When you write out the listing, keep every word as it stands and drop the pictures.

====== DATA BELOW ======

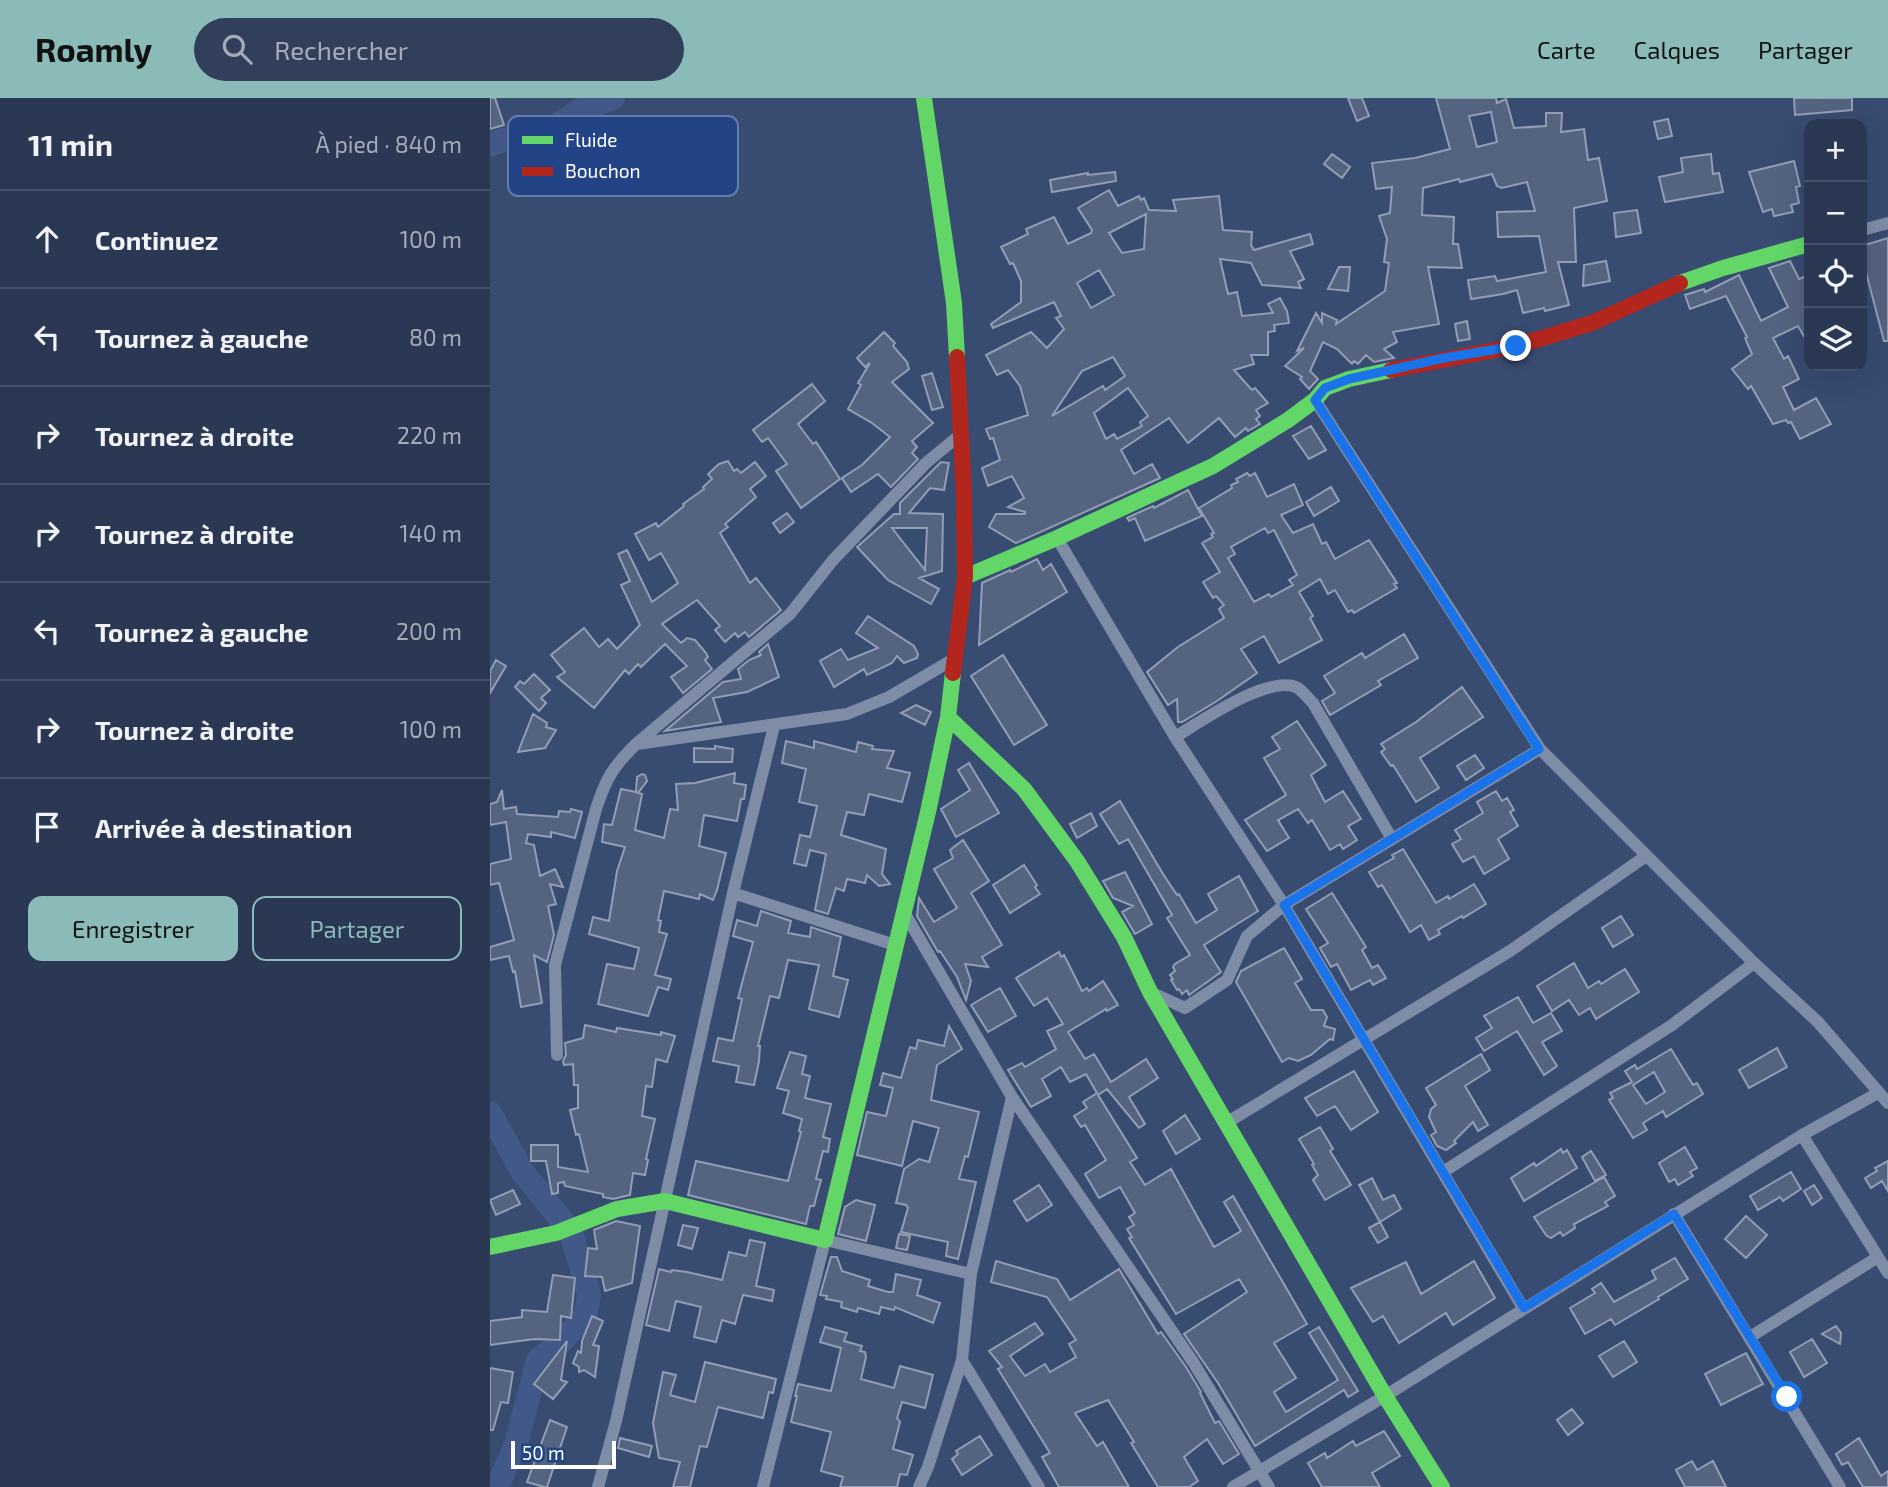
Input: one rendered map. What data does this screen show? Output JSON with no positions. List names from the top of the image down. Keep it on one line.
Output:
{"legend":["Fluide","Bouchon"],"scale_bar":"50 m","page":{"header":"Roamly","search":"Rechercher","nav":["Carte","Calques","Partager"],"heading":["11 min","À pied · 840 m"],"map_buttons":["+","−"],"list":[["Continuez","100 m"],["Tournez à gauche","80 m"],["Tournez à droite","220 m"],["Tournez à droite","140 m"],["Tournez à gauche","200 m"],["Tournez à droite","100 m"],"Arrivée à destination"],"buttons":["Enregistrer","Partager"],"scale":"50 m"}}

======

#### EXERCISE OUTPUT
Input: one rendered map. What data does this screen show? Output JSON with no positions. List names from the top of the image down. Keep it on one line.
Output:
{"legend":["Fluide","Bouchon"],"scale_bar":"50 m","page":{"header":"Roamly","search":"Rechercher","nav":["Carte","Calques","Partager"],"heading":["11 min","À pied · 840 m"],"map_buttons":["+","−"],"list":[["Continuez","100 m"],["Tournez à gauche","80 m"],["Tournez à droite","220 m"],["Tournez à droite","140 m"],["Tournez à gauche","200 m"],["Tournez à droite","100 m"],"Arrivée à destination"],"buttons":["Enregistrer","Partager"],"scale":"50 m"}}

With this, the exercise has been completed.